As part of the validation process for the development of URNs the IETF
working group agreed that it is important to demonstrate that the
current URN syntax proposal can accommodate existing identifiers from
well established namespaces.  One such infrastructure for assigning and
managing names comes from the bibliographic community.  Bibliographic
identifiers function as names for objects that exist both in print and,
increasingly, in electronic formats.  RFC 2288 [Lynch et. al.]
investigated the feasibility of using three identifiers (ISBN, ISSN and
SICI) as URNs.

This document will analyse the usage of national bibliography numbers
(NBNs) as URNs. The need to extend analysis to new identifier systems
was shortly discussed in the RFC 2288 as well, with the following
summary: "The issues involved in supporting those additional identifiers
are anticipated to be broadly similar to those involved in supporting
ISBNs, ISSNs, and SICIs".

Note that this document does not purport to define the "official"
standard way of using national bibliography numbers as URNs; it merely
demonstrates feasibility. A registration request for acquiring Namespace
Identifier (NID) "NBN" for national bibliography numbers has been
written by the National Library of Finland on the request of Conference
of Directors of National Libraries (CDNL) and Conference of the European
National Librarians (CENL). The request is included into chapter 5 of
this text.

The document at hand is part of a global co-operation of the national
libraries to foster identification of electronic documents in general
and utilisation of URNs in particular. It should be noted that some
national libraries, including national libraries of Finland, Norway and
Sweden, are already assigning NBN-based URNs for electronic documents.
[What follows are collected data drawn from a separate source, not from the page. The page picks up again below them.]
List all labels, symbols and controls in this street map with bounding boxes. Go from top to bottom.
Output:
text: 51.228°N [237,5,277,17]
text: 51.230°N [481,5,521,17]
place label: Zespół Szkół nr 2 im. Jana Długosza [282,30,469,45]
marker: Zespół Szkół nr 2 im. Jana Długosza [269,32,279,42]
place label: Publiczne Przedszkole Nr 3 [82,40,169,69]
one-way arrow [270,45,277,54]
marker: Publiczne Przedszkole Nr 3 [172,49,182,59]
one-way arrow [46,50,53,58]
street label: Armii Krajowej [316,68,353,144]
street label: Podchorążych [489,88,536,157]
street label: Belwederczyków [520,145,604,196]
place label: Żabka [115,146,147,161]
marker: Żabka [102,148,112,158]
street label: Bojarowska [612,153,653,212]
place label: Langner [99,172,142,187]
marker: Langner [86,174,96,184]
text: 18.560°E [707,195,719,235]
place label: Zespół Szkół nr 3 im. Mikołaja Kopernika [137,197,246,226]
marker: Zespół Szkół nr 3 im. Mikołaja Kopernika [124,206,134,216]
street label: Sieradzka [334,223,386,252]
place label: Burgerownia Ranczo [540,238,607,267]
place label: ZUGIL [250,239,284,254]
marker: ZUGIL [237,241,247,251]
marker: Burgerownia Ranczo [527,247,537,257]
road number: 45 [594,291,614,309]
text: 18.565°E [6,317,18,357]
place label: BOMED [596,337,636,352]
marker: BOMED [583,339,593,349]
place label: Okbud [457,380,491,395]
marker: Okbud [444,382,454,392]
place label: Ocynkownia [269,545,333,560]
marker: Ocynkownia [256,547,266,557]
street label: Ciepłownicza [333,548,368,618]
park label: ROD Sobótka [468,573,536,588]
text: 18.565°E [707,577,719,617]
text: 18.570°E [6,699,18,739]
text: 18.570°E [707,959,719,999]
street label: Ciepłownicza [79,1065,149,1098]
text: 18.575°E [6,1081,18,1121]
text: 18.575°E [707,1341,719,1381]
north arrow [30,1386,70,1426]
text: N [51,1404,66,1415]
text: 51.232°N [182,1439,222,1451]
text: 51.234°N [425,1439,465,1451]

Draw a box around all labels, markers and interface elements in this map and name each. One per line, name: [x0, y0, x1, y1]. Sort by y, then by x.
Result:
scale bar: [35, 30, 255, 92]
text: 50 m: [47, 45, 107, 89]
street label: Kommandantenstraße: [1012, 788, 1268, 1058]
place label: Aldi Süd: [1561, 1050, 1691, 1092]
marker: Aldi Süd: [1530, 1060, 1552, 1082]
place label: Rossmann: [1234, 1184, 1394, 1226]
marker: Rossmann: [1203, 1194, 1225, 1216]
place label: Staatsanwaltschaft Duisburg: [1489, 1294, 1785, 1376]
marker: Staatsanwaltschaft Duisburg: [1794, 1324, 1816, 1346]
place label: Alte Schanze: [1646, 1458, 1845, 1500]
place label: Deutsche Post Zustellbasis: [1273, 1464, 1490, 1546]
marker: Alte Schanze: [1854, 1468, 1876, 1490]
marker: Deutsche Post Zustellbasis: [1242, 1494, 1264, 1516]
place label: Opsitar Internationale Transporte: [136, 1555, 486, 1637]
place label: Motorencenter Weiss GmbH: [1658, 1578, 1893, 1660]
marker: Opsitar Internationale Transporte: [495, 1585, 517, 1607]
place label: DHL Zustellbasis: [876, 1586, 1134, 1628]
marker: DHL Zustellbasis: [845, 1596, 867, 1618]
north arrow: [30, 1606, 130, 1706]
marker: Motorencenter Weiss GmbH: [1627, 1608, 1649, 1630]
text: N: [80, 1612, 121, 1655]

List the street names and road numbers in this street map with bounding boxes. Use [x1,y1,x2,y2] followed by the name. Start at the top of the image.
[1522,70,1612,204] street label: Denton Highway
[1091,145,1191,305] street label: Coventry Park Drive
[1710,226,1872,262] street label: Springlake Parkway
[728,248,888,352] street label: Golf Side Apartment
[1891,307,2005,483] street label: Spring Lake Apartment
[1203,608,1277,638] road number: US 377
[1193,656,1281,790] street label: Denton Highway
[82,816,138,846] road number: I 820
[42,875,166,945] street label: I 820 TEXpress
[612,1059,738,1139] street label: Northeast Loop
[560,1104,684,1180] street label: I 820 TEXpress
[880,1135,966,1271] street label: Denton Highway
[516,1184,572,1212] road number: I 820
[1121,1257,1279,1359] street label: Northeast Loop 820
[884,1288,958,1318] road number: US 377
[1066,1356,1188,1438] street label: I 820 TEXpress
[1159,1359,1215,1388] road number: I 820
Following the registration request, we have used the URN Namespace
Identifier "NBN" for the national bibliographic numbers in examples
below.


2. Identification vs. Resolution

As a rule the national bibliography numbers identify finite, manageably-
sized objects, but these objects may still be large enough that
resolution to a hierarchical system is appropriate.

The materials identified by a national bibliography number may exist
only in printed or other physical form, not electronically. The best
that a resolver will be able to offer in this case is bibliographic data
from a national bibliography database, including information about where
the physical resource is stored in national library's holdings.

The URN Framework provides resolution services that may be used to
describe any differences between the resource identified by a URN and
the resource that would be returned as a result of resolving that URN.
However, NBNs will be used for instance to identify resources in digital
Web archives created by harvester robot applications. In this case, NBN
will identify exactly the resource the user expects to see.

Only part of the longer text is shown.